##### Data shown #####

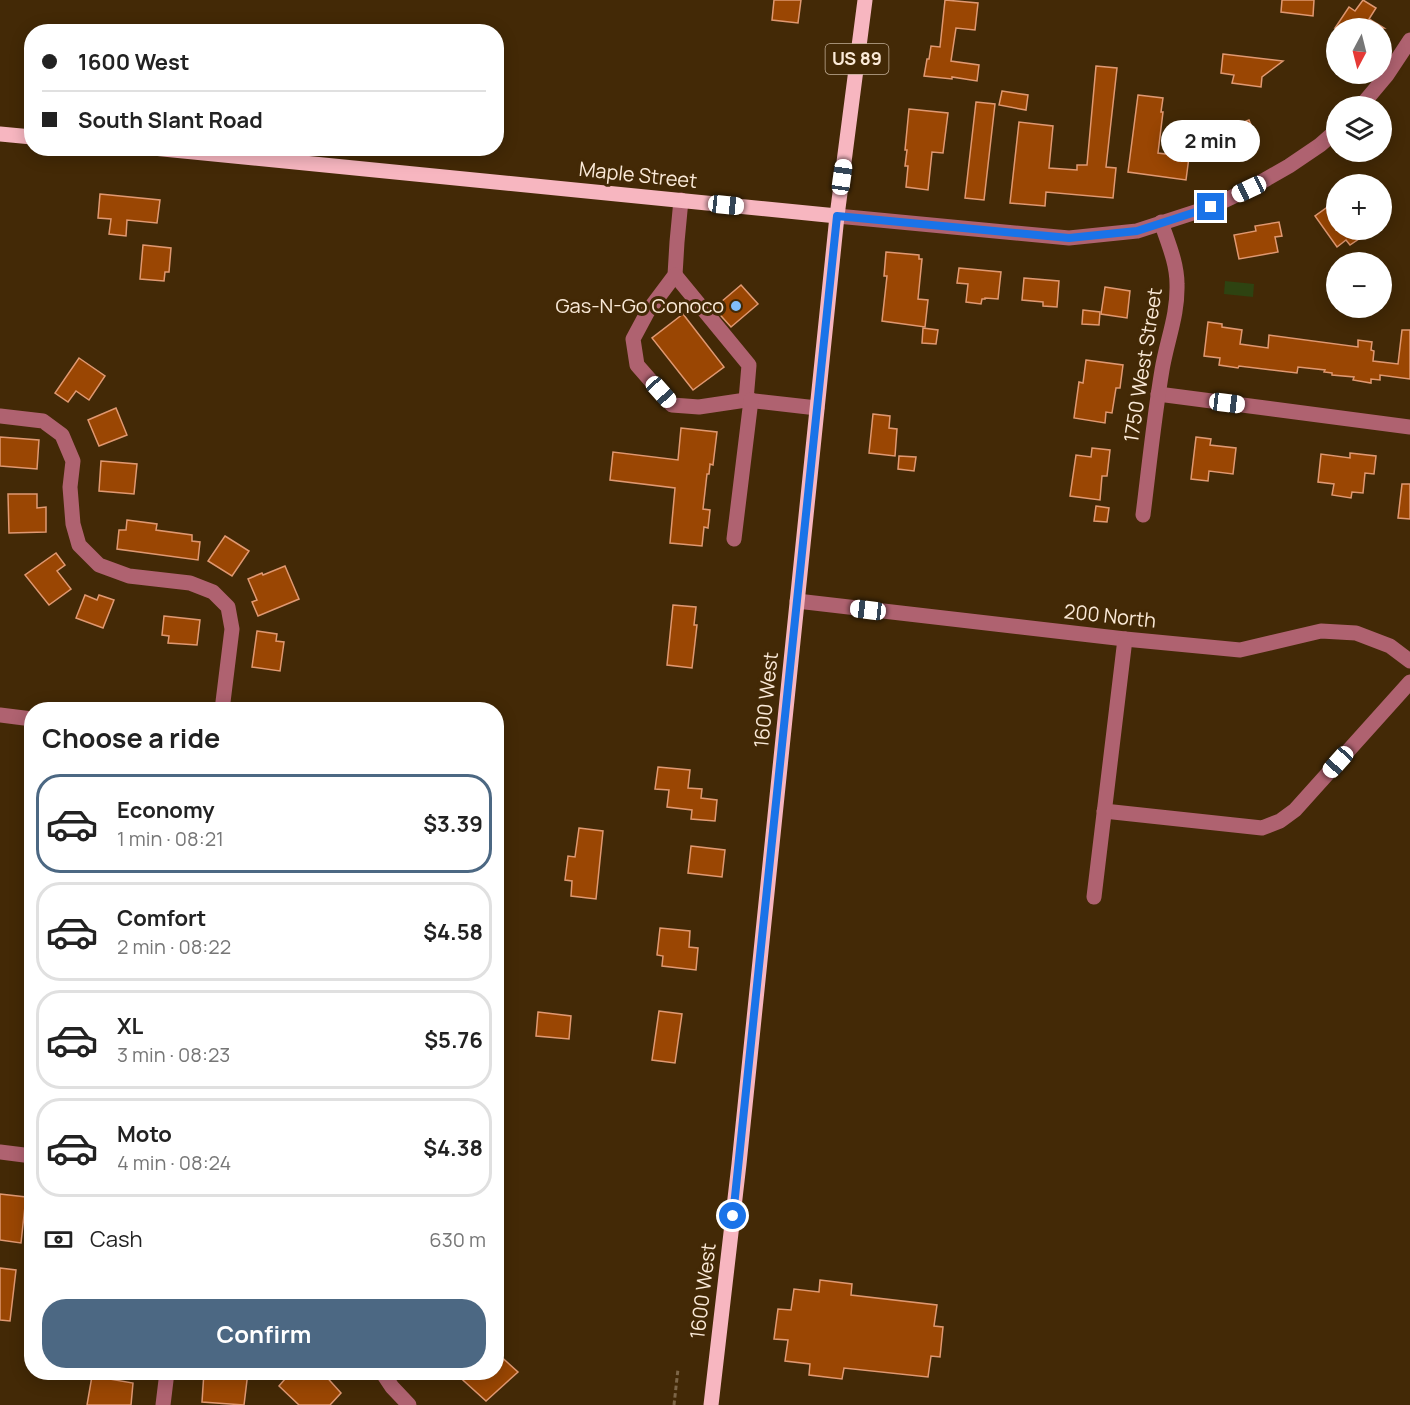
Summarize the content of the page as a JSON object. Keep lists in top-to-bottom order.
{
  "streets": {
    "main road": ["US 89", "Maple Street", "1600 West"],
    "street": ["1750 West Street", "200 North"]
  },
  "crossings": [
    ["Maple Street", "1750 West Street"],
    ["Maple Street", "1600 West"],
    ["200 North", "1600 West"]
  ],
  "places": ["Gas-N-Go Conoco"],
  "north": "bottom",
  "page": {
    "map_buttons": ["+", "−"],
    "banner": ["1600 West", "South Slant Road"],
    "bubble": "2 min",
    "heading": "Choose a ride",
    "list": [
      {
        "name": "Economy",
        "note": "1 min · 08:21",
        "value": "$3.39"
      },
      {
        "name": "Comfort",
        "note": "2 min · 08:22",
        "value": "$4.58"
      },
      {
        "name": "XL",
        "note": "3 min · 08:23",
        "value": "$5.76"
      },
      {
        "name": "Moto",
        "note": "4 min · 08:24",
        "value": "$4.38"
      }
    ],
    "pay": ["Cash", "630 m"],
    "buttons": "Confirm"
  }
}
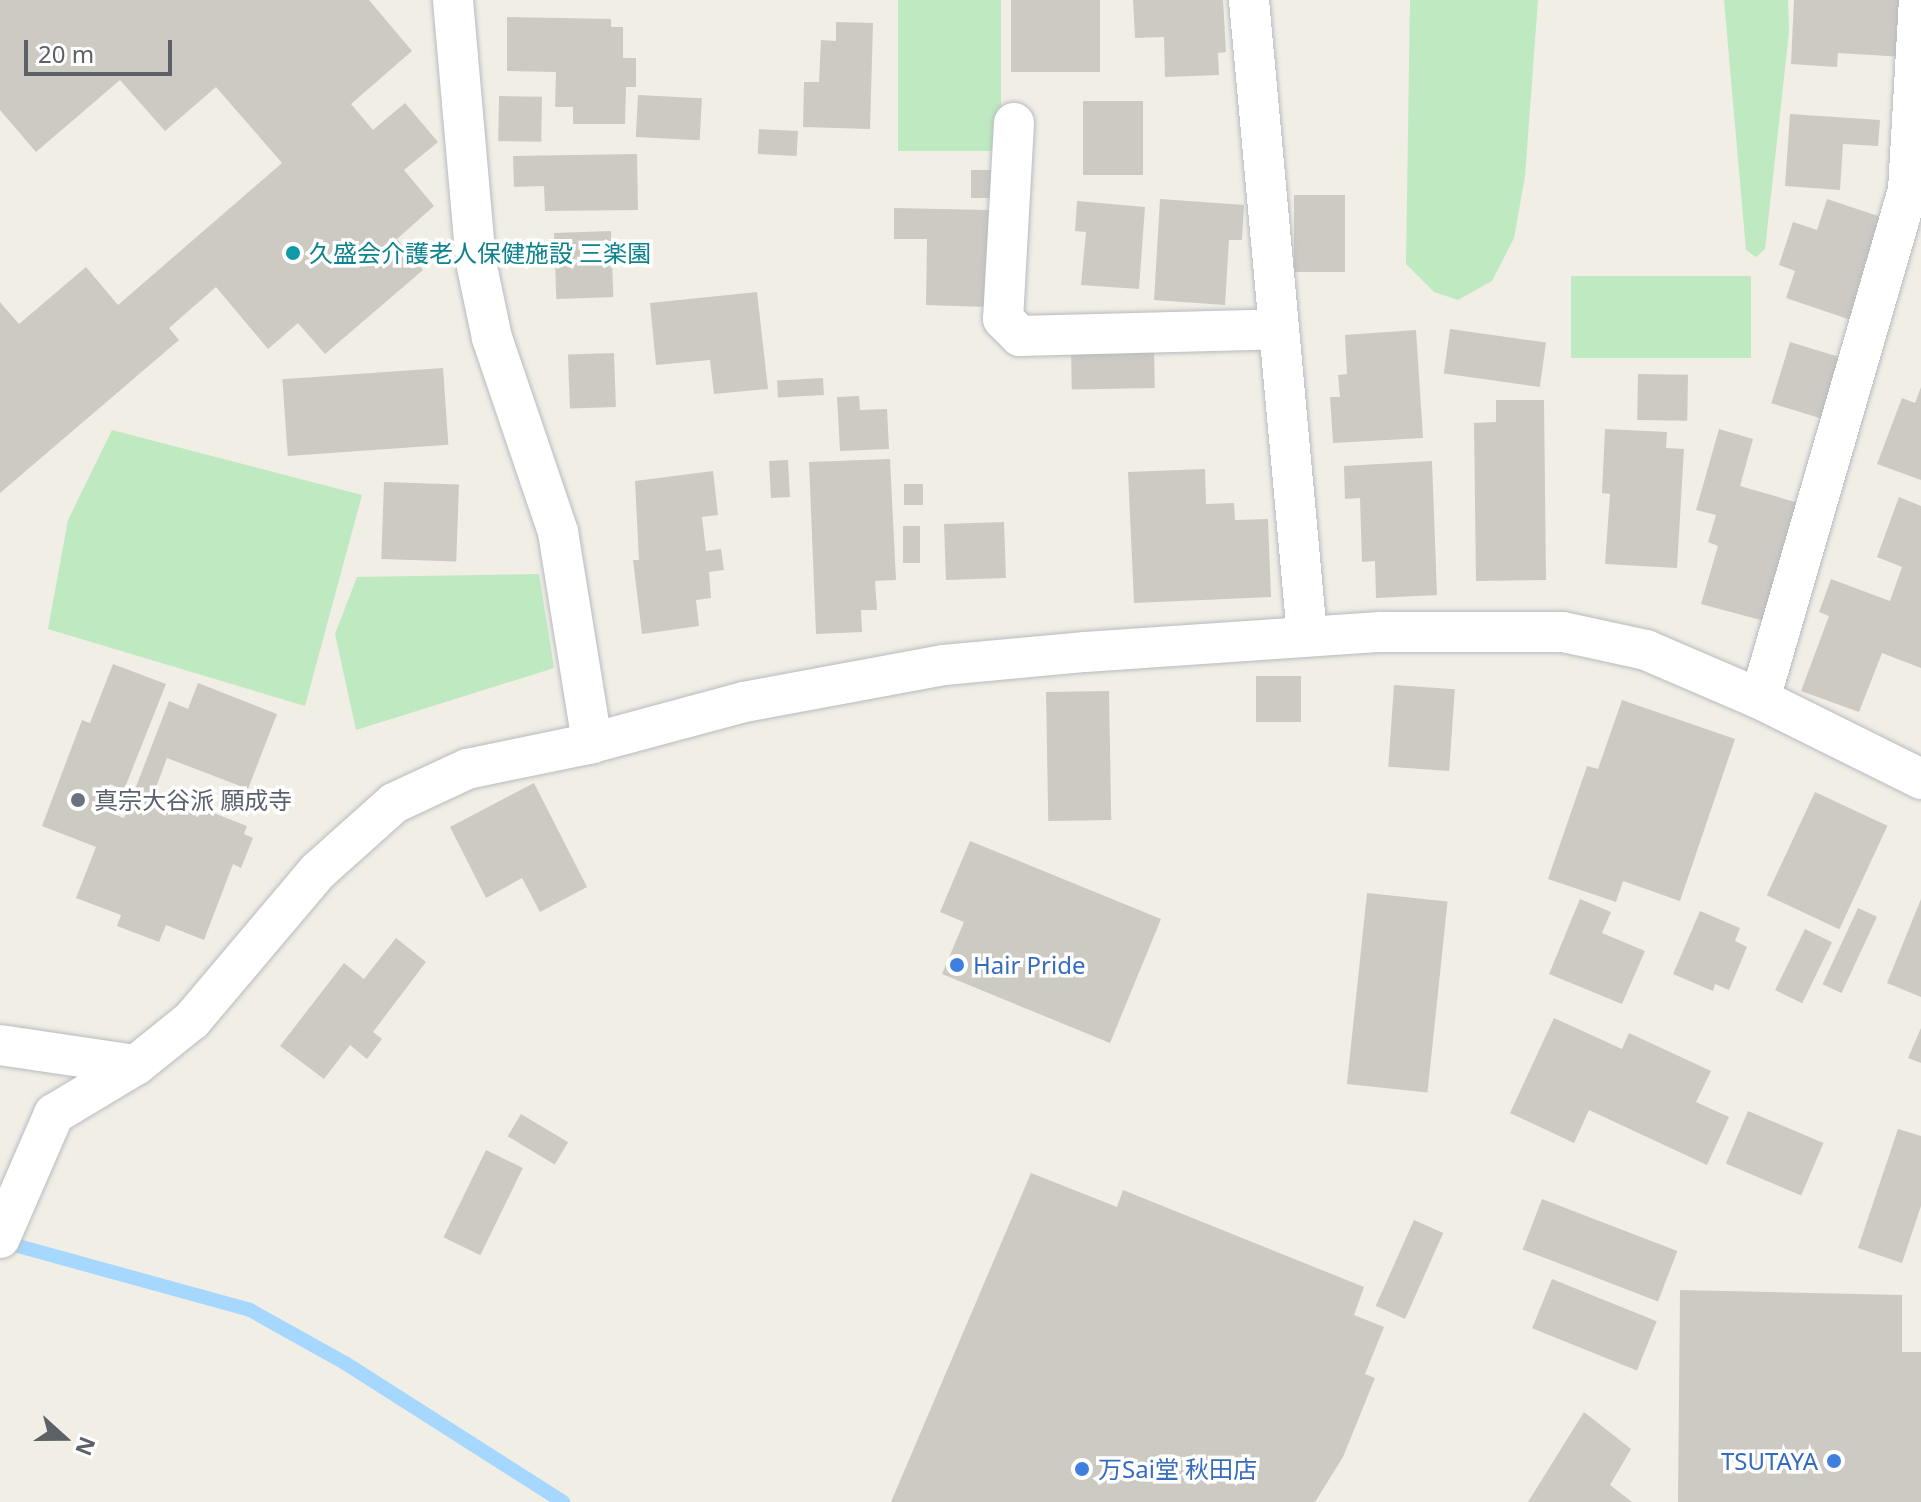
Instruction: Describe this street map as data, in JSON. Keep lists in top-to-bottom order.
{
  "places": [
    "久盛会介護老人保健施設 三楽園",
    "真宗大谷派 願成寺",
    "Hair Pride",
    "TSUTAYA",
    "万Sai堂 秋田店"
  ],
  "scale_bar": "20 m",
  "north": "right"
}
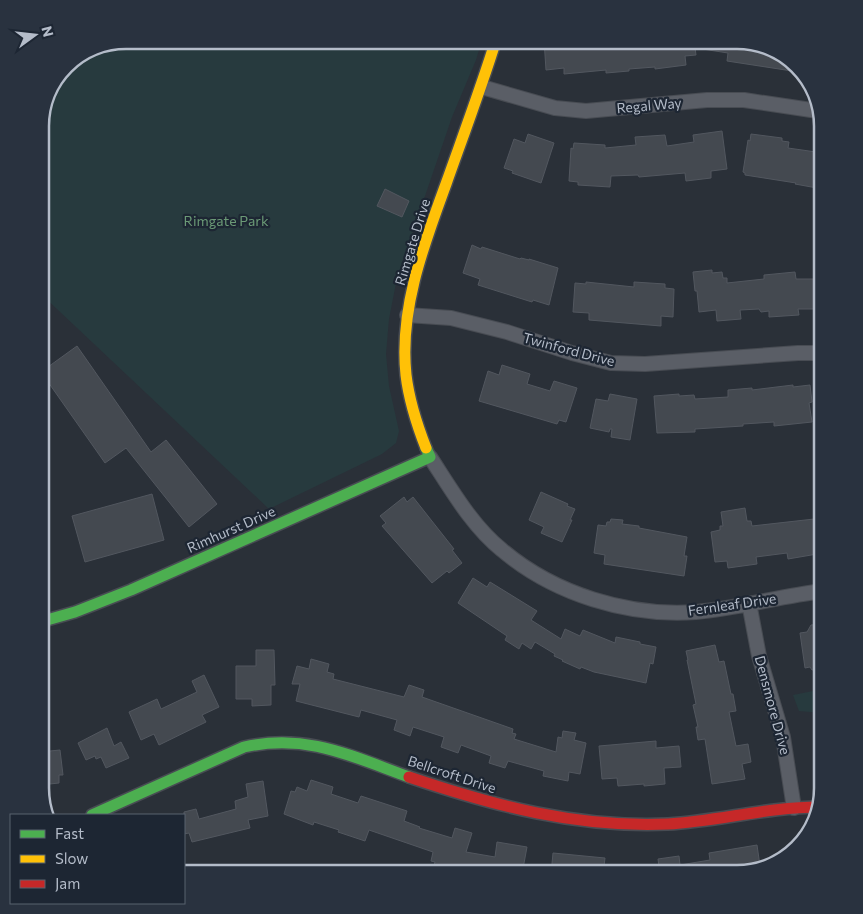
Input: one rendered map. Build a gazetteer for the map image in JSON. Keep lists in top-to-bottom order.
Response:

#####

From the line containing "Input: one rendered" through the last line of the entries above, print every line exactly, including both ends, and nothing else.

Input: one rendered map. Build a gazetteer for the map image in JSON. Keep lists in top-to-bottom order.
Response:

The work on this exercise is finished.